The following facts are taken from the Plaintiffs' Complaint and are assumed to be true for purposes of the Motion to Dismiss. See Voelker v. Porsche Cars North America, Inc., 353 F.3d 516, 520 (7th Cir. 2003); Murphy v. Walker, 51 F.3d 714, 717 (7th Cir. 1995). On September 25, 1990, Defendant Jackson Life issued a "Single Premium Deferred Annuity" (the "Policy") to Thomas Shafter. (See Doc. 1, Compl. at ¶ 7.) The Policy allowed Shafter to change the beneficiary designations by submitting a written request to Defendant's Home Office. (Id. at ¶ 8.) On May 13, 2009, Shafter elected to change the beneficiaries to the Policy. (Id. at ¶ 11.) As part of this election, he designated Mary King, Tomaka Ranson, Gregory Armstrong, Chrisean White, Robin German, April Shafter, Shonterie Copeland McKever, Tiffinay C. Marshall, Janice Copeland, Apryl Smith, Julia Campbell and Channel Davis as the beneficiaries who would receive the death benefit proceeds under the Policy. (Id. at ¶ 25.) Defendant executed this change on August 2009. (Id. at ¶ 12.)
Subsequently, Shafter decided to change the beneficiaries to the Policy again. (Id. at ¶ 14.) This time he designated Apryl Smith, Chrisean White, Jonathon Shafter, Deidra Shafter, Freddrick Smith, Kyle Hoffman and Michael Bryant as primary beneficiaries of the Policy. (Id. at ¶ 15.) He did not designate any contingent beneficiaries. (Id.) On September 27, 2011, the Defendant sent Shafter a letter confirming the change in designation. (Id. at ¶ 16.) The September 27, 2011 letter stated that Shafter's "request has been recorded and placed on file with [Defendant]. Please place this confirmation with your policy for future reference." (Id.) The letter also identified the new beneficiaries as well as their interest in the annuity. (Id. at ¶¶ 15-16.) According to the September 27, 2011 letter, Jonathan Shafter, Deidra Shafter, Freddrick Smith and Kyle Hoffman had a beneficial interest of $10,309.75 each. (Id. at ¶ 15.) Michael Bryant had a beneficial interest of $11,750. (Id.) Apryl Smith's interest was defined as an "equal share." (Id.) Finally, Chrisean White's interest was defined as "equal share" minus $5,000. (Id.) According to the Complaint, the value of the "equal share" is $76,731.56. (Id. at ¶ 31.)
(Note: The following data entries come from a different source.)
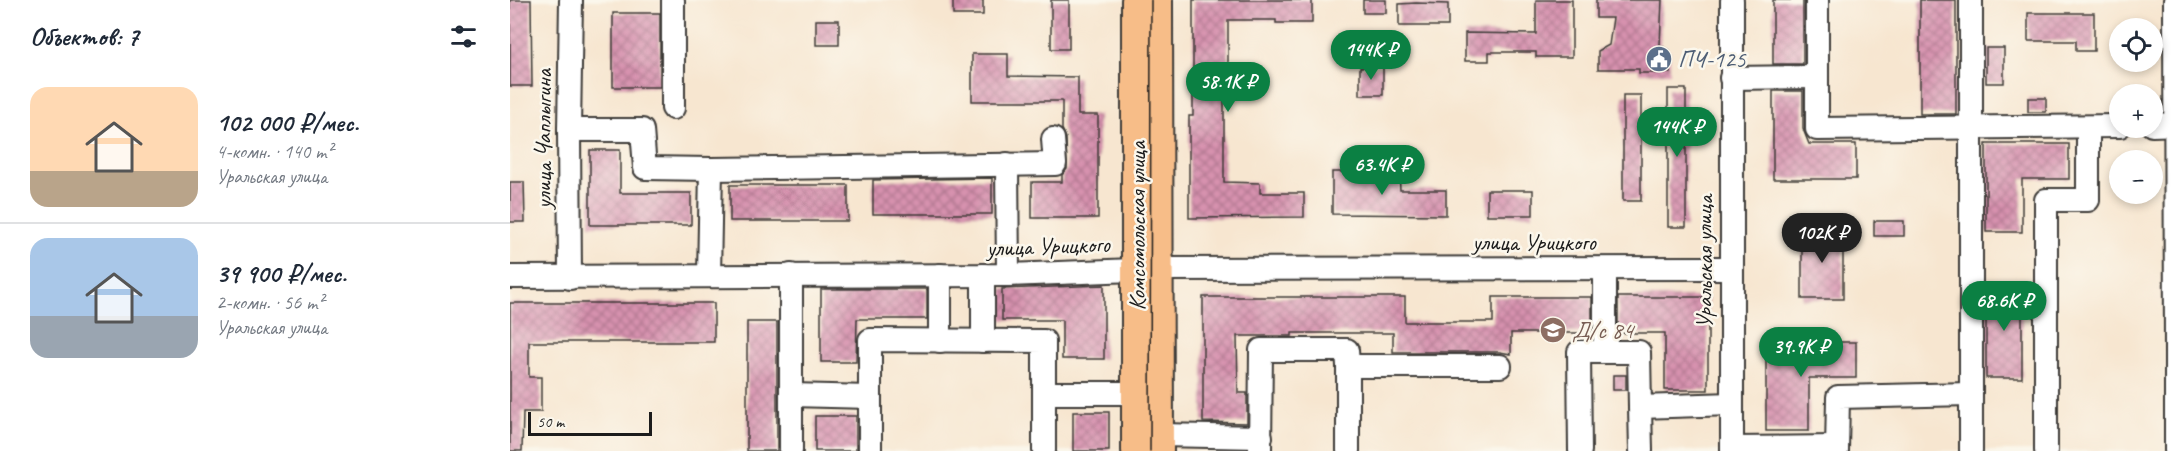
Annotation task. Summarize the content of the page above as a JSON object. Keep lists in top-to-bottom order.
{
  "streets": {
    "main road": ["Комсомольская улица"],
    "street": ["улица Чаплыгина", "улица Урицкого", "Уральская улица"]
  },
  "crossings": [
    ["улица Чаплыгина", "улица Урицкого"],
    ["Комсомольская улица", "улица Урицкого"],
    ["улица Урицкого", "Уральская улица"]
  ],
  "places": {
    "public building": ["ПЧ-125"],
    "school or university": ["Д/с 84"]
  },
  "scale_bar": "50 m",
  "page": {
    "heading": "Объектов: 7",
    "map_buttons": ["+", "−"],
    "price": [
      "144K ₽",
      "58.1K ₽",
      "144K ₽",
      "63.4K ₽",
      "102K ₽",
      "68.6K ₽",
      "39.9K ₽"
    ],
    "list": [
      {
        "name": "102 000 ₽/мес.",
        "note": "4-комн. · 140 m² · Уральская улица"
      },
      {
        "name": "39 900 ₽/мес.",
        "note": "2-комн. · 56 m² · Уральская улица"
      }
    ],
    "scale": "50 m"
  }
}
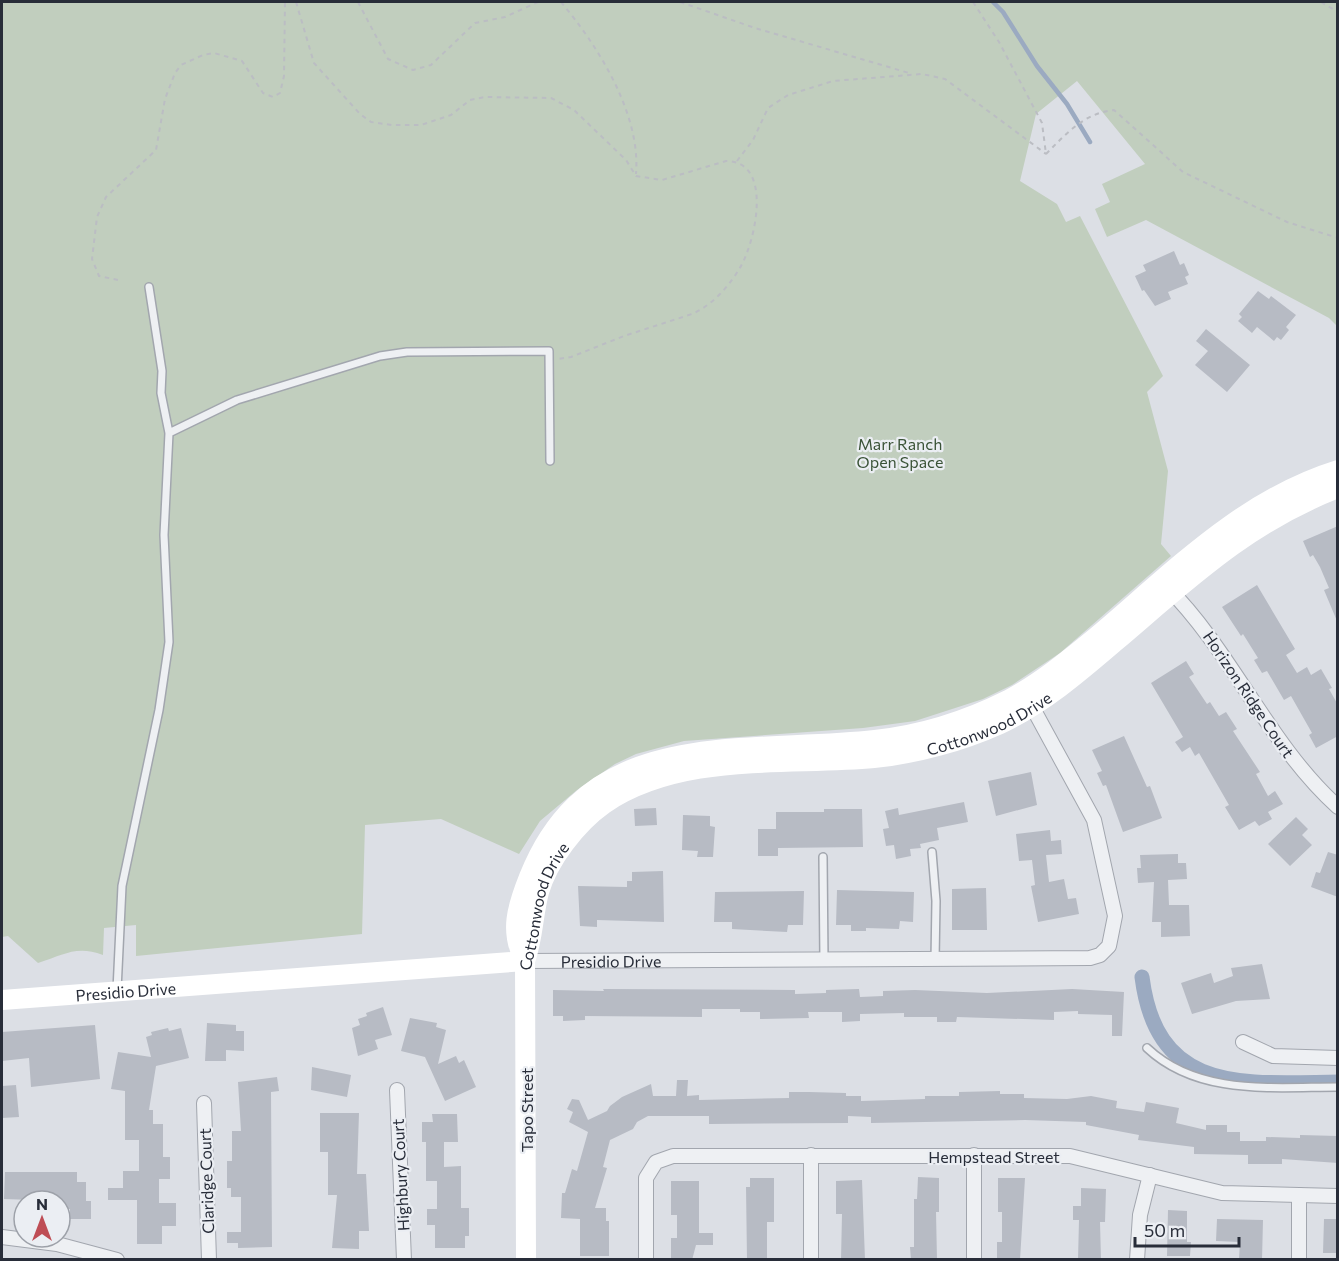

Shafter died on April 10, 2012. (Id. at ¶ 21.) He never attempted to change the beneficiary designations in the Policy after September 27, 2011. (Id. at ¶ 22.) On April 19, 2012, Defendant sent a letter to Crystal Bryant acknowledging Shafter's death and requesting that Ms. Bryant complete a claim form and submit a certified copy of Shafter's final death certificate. (Id. at ¶ 24.) This letter also identified the May 13, 2009 beneficiaries as the beneficiaries of the Policy. (Id. at ¶ 25.) Subsequently, Bryant discovered the September 27, 2011 confirmation letter. (Id. at ¶ 27.) She contacted the Defendant and told them that the beneficiaries they identified were incorrect. (Id.) In response, on June 29, 2012, Defendant sent Bryant a letter stating that the September 27, 2011 letter had been sent in error. (Id. at ¶ 28.) Defendant refused to pay the death benefit proceeds in accordance with the September 27, 2011 letter. (Id. at ¶ 29.) Instead, it disbursed the death benefit proceeds in accordance with the May 13, 2009 designations. (Id. at ¶ 30.)
Plaintiffs then filed a three-count complaint in the Chancery Division for the Circuit Court of Cook County, Illinois. (Doc. 1.) Defendant removed the case to this Court on November 26, 2012 on the basis of diversity jurisdiction as provided in 28 U.S.C. § 1332. (Id.) Defendant has now moved to dismiss the complaint pursuant to Federal Rule of Civil Procedure 12(b)(6) or, in the alternative, to stay the case while additional parties are joined pursuant to Federal Rule of Civil Procedure 19. (Doc. 21.)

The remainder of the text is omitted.